Life restoration of a group of giant azhdarchids, Quetzalcoatlus northropi, foraging on a Cretaceous fern prairie. Image credit: Mark Witton / Darren Naish.
SciNews has a story about the discovery of a new species of quetzalcoatline azhdarchid pterosaur in Japan. The animal has been named Nipponopterus mifunensis. It lived about 90 million years ago in what is now the Japanese island of Kyushu. The quetzalcoatline azhdarchids include the largest flying animals ever known, with up to 30+ foot wingspans - Quetzalcoatlus northropi, Arambourgiania philadelphiae, and Hatzegopteryx thambema. Nipponopterus mifunensis is not thought to be that large and was described from just a few bones.
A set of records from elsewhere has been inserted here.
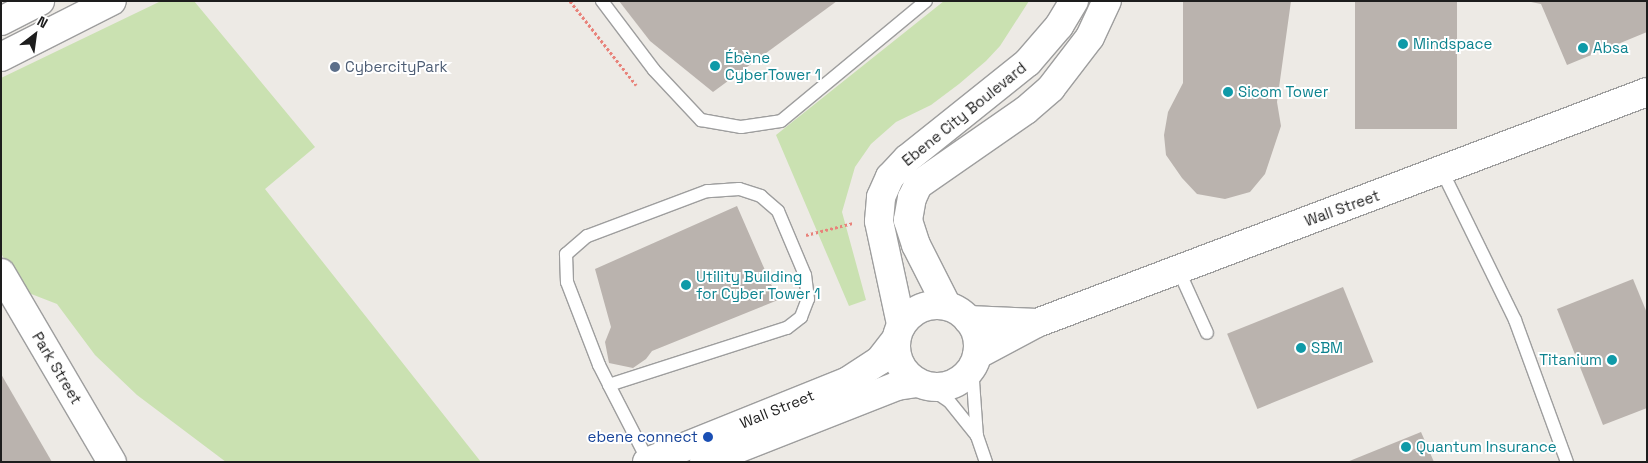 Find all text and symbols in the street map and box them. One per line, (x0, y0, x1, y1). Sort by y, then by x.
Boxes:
north arrow (10, 10, 60, 60)
text: N (34, 12, 51, 32)
place label: Mindspace (1413, 35, 1492, 53)
marker: Mindspace (1397, 38, 1409, 50)
place label: Absa (1593, 39, 1629, 57)
marker: Absa (1577, 42, 1589, 54)
place label: Ébène CyberTower 1 (725, 48, 821, 83)
place label: CybercityPark (345, 58, 448, 76)
street label: Ebene City Boulevard (898, 58, 1030, 170)
marker: Ébène CyberTower 1 (709, 60, 721, 72)
marker: CybercityPark (329, 61, 341, 73)
place label: Sicom Tower (1238, 83, 1329, 101)
marker: Sicom Tower (1222, 86, 1234, 98)
street label: Wall Street (1302, 186, 1382, 230)
place label: Utility Building for Cyber Tower 1 (696, 267, 821, 302)
marker: Utility Building for Cyber Tower 1 (680, 279, 692, 291)
street label: Park Street (28, 329, 86, 407)
place label: SBM (1311, 339, 1343, 357)
marker: SBM (1295, 342, 1307, 354)
place label: Titanium (1539, 351, 1602, 369)
marker: Titanium (1606, 354, 1618, 366)
street label: Wall Street (737, 386, 817, 432)
place label: ebene connect (588, 428, 698, 446)
marker: ebene connect (702, 431, 714, 443)
place label: Quantum Insurance (1416, 438, 1557, 456)
marker: Quantum Insurance (1400, 441, 1412, 453) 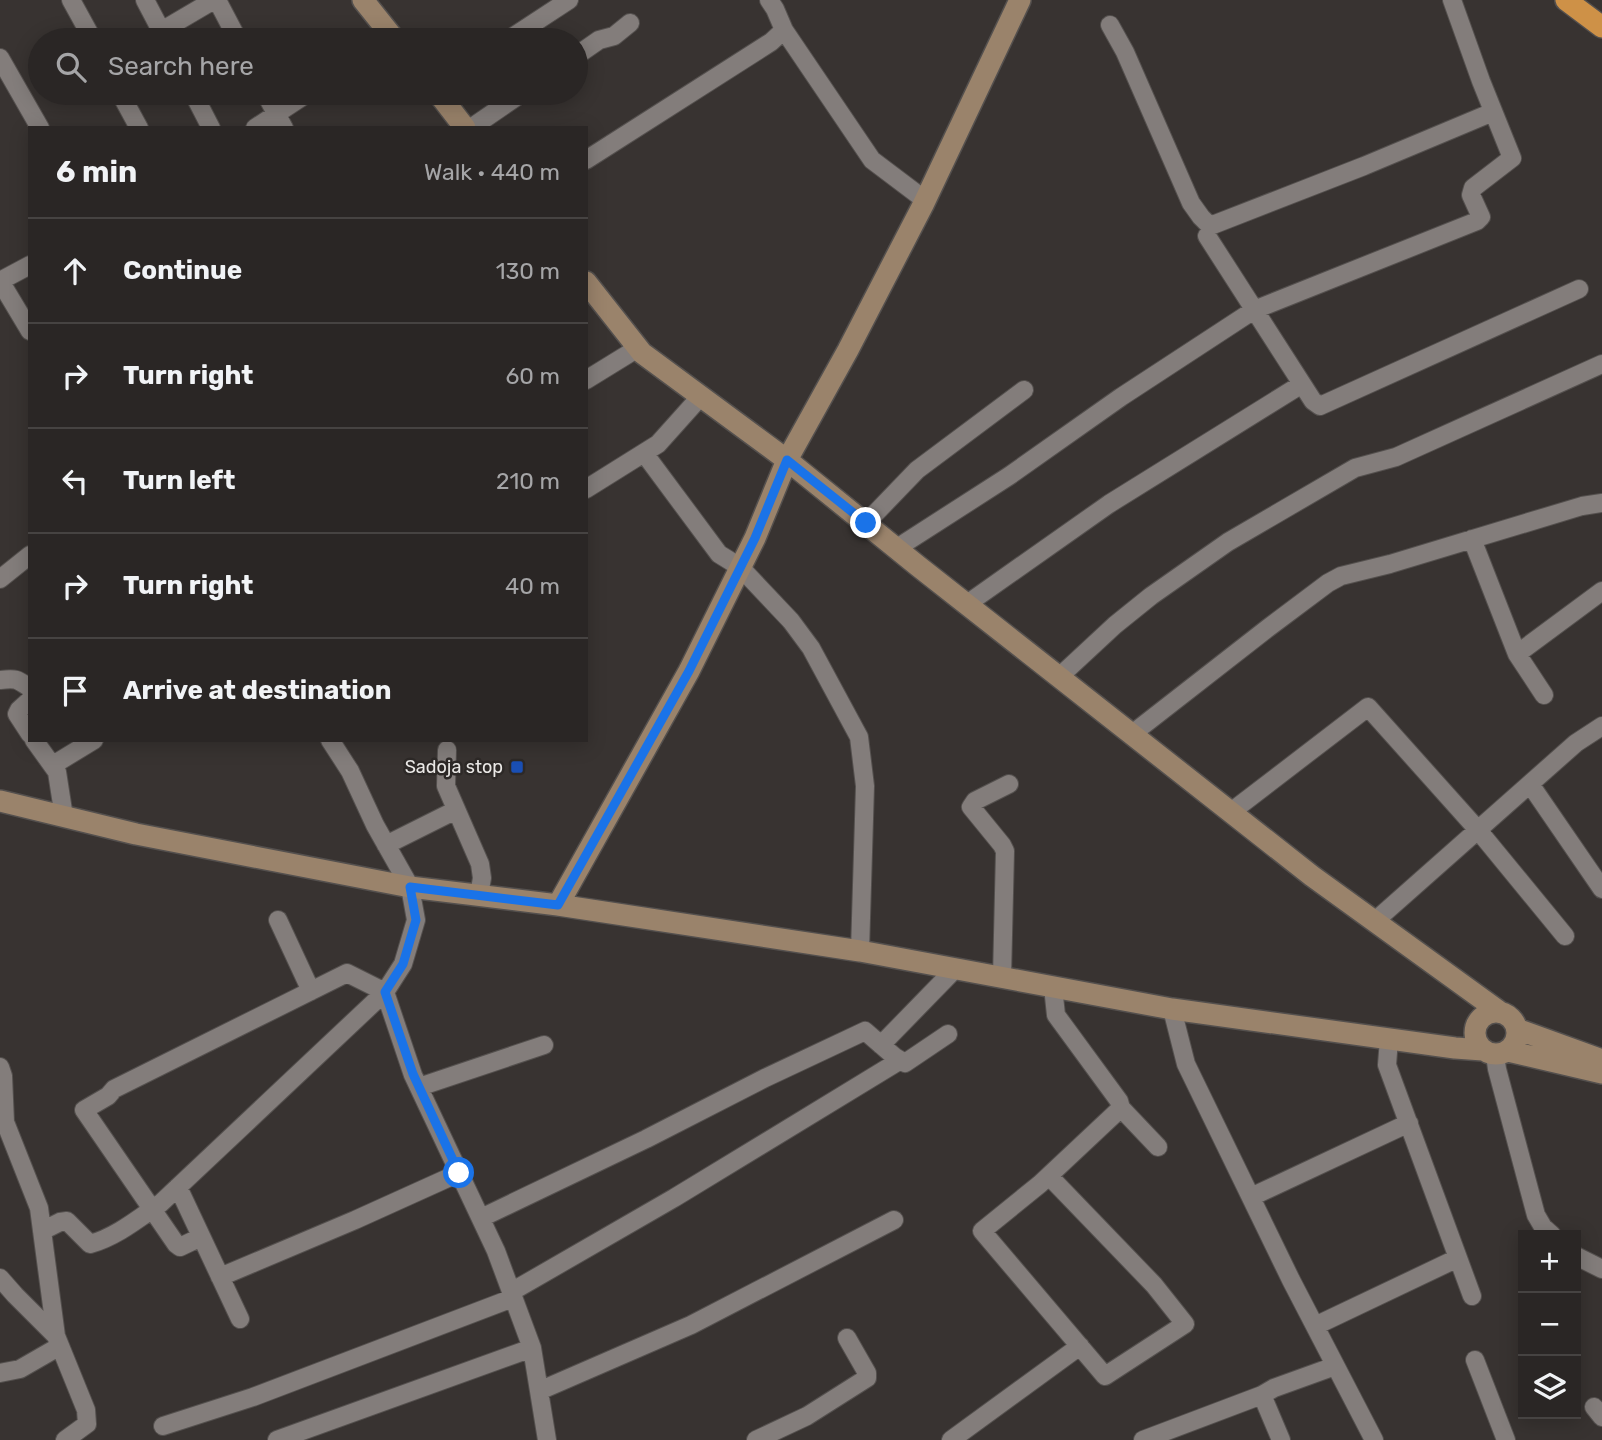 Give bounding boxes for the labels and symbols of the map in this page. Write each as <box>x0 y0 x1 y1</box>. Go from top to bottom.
route end <box>850 507 881 538</box>
place label: Sadoja stop <box>405 756 503 778</box>
marker: Sadoja stop <box>509 759 525 775</box>
route start <box>443 1157 474 1188</box>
See the description in the paper "Reassessment of an azhdarchid pterosaur specimen from the Mifune Group, Upper Cretaceous of Japan" in the journal Cretaceous Research.
“Nipponopterus mifunensis represents the first nominal species of pterosaur from Japan,” the researchers said.
“This new species shows numerous quetzalcoatline features, being strikingly similar to the unnamed Burkhant azhdarchid from the Turonian-Coniacian of Mongolia.”
A partial sixth cervical vertebra of Nipponopterus mifunensis came from outcrops of the Mifune Group near the Amagimi dam, Mifune town, Kumamoto prefecture, on the Japanese island of Kyushu.
“The specimen was found within the middle part of the Upper Formation of the Mifune Group, in a coarse lens-shaped sandstone bed, 30 cm (12 inches) in thickness and placed between two tuff layers,” the scientists said.